Pharmacy Middlemen Under Fire: Are Patients Paying the Price?

According to a recent report from the House Committee on Oversight and Accountability, pharmacy-benefit managers (PBMs) are directing patients towards pricier medications and restricting their pharmacy options. The findings, revealed in a report seen by the Wall Street Journal, stem from a 32-month investigation conducted by the committee ahead of a hearing involving executives from the nation’s leading PBMs.

PBMs serve as intermediaries for health insurers, managing prescription drug plans by negotiating pricing with pharmaceutical companies. They also determine patients’ out-of-pocket expenses. The three largest PBMs in the U.S.—Express Scripts, UnitedHealth Group’s OptumRx, and CVS Health’s Caremark—handle around 80% of American prescriptions.

The report indicates that PBMs have developed preferred drug lists that often favor higher-priced brand-name medications over more affordable options. An example highlighted in the report includes communications from Cigna staff discouraging the use of cheaper alternatives to Humira, a medication for arthritis and other autoimmune diseases, which at the time cost approximately $90,000 annually, whereas a biosimilar was available for about half that price.

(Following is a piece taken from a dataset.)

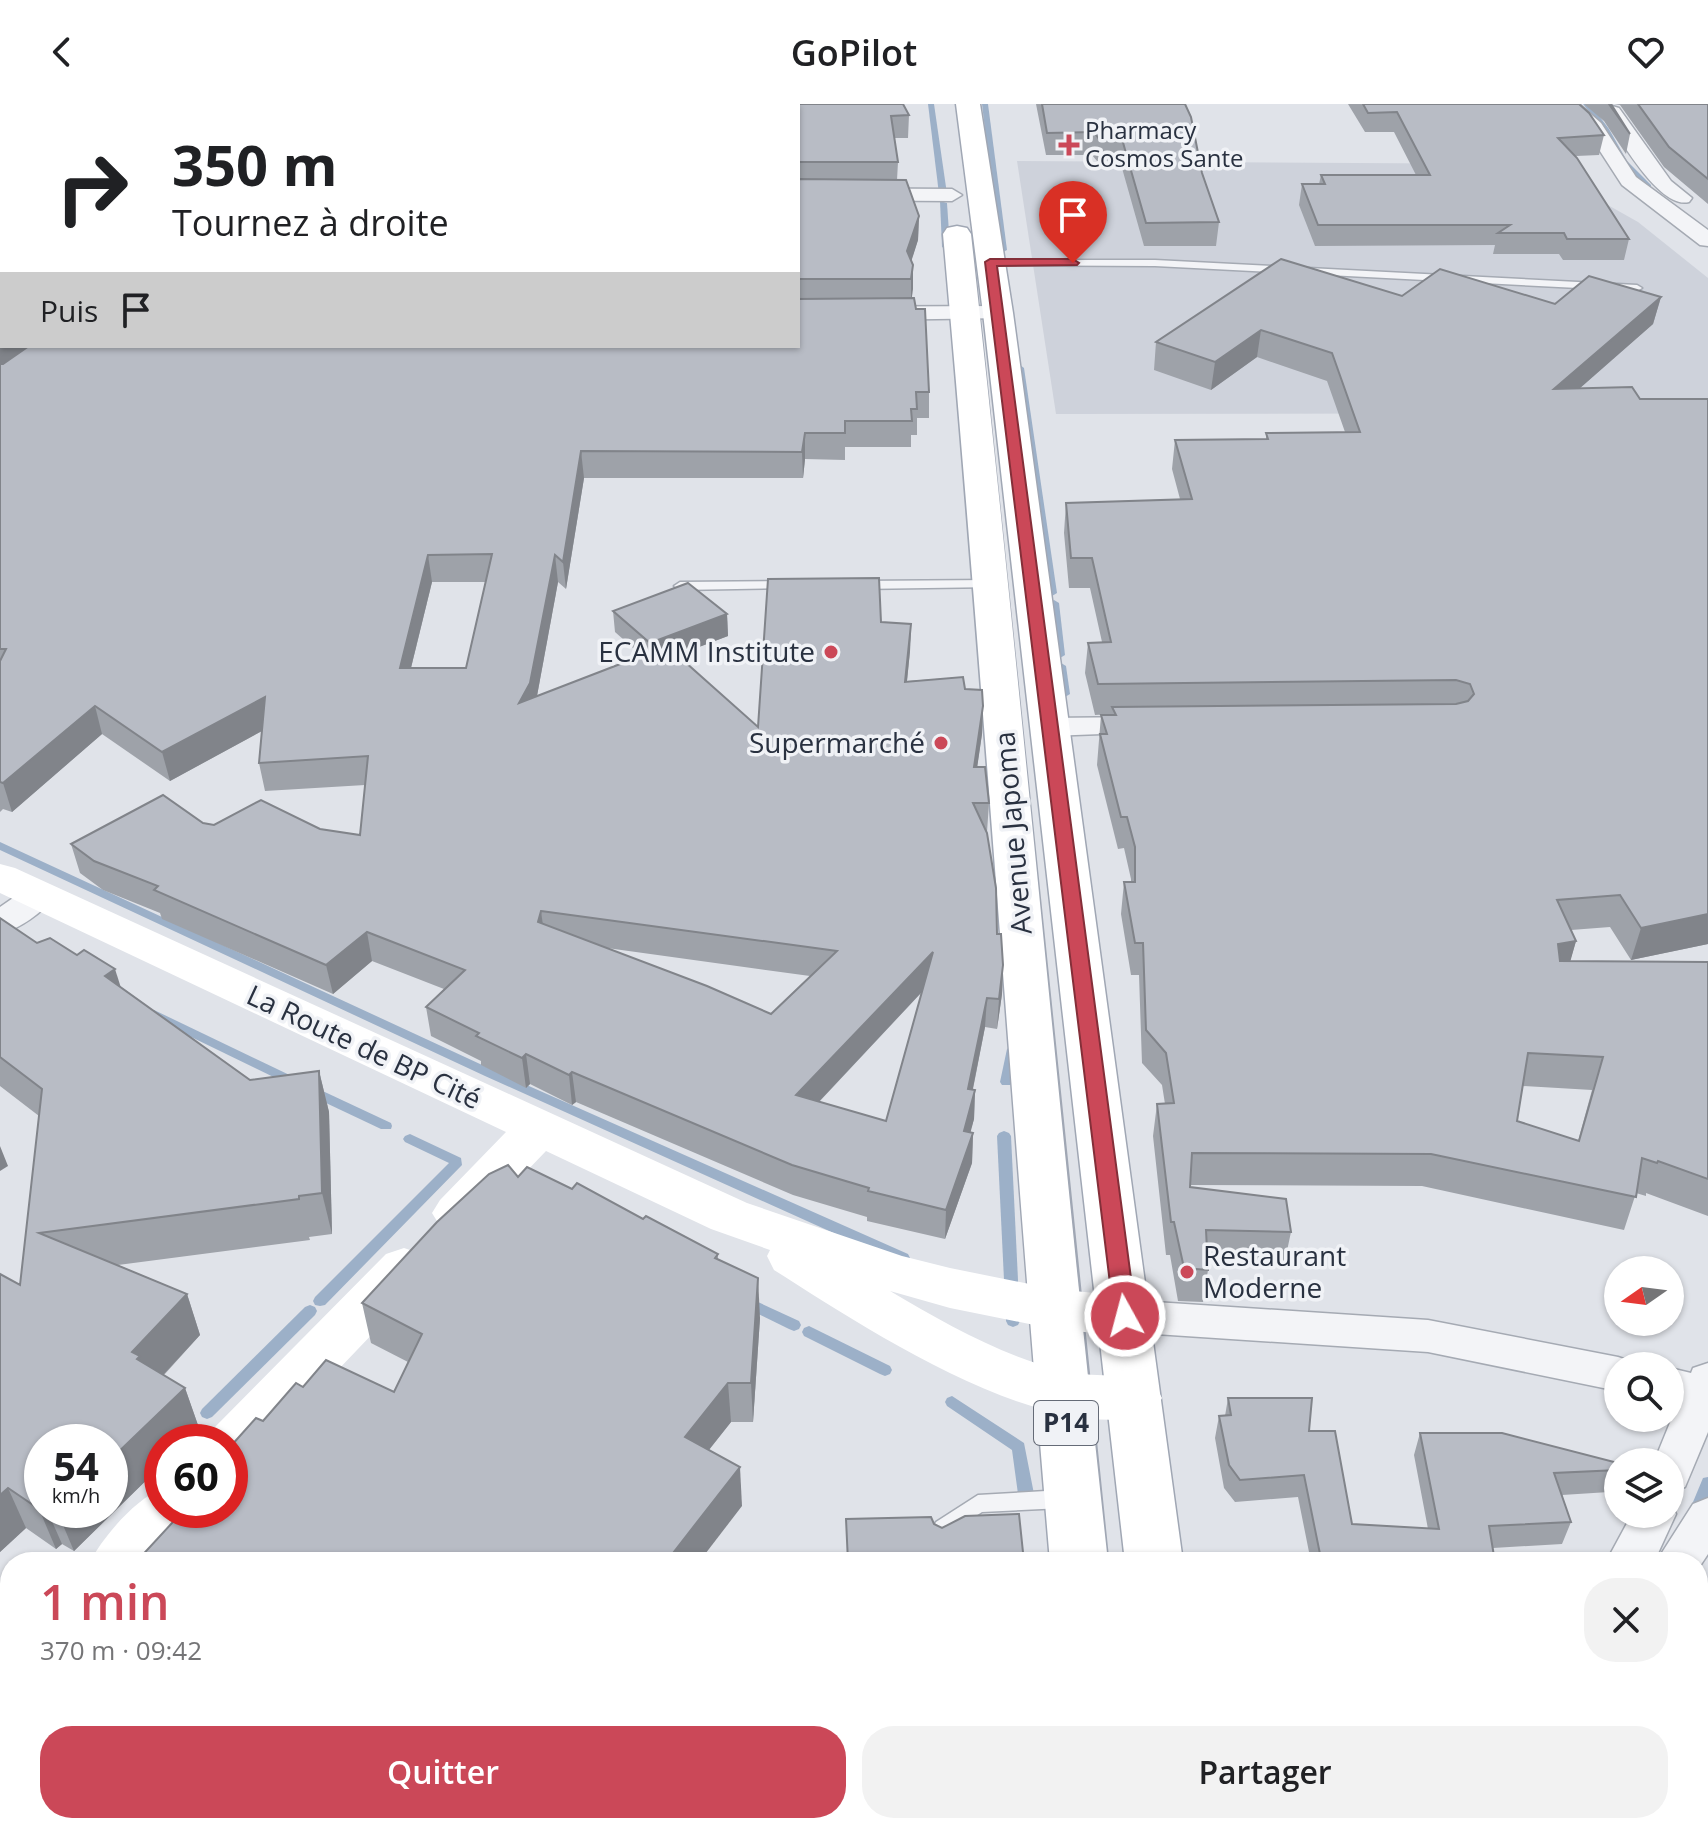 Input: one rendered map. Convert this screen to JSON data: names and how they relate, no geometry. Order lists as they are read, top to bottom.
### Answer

Furthermore, the committee found that Express Scripts informed patients that filling a prescription at a local pharmacy would be more expensive than obtaining a three-month supply from its affiliated mail-order pharmacy, effectively limiting patients’ pharmacy choices.

Earlier this month, the Federal Trade Commission released a similar report, noting that increasing consolidation and vertical integration have allowed the six largest PBMs to oversee nearly 95% of prescriptions filled in the U.S. The findings raised concerns about the significant influence these leading PBMs exert on patients’ access to affordable prescription medications and highlighted potential conflicts of interest favoring their affiliated businesses.

FTC Chair Lina M. Khan emphasized that these middlemen are effectively “overcharging patients for cancer drugs,” generating over $1 billion in additional revenue as a result.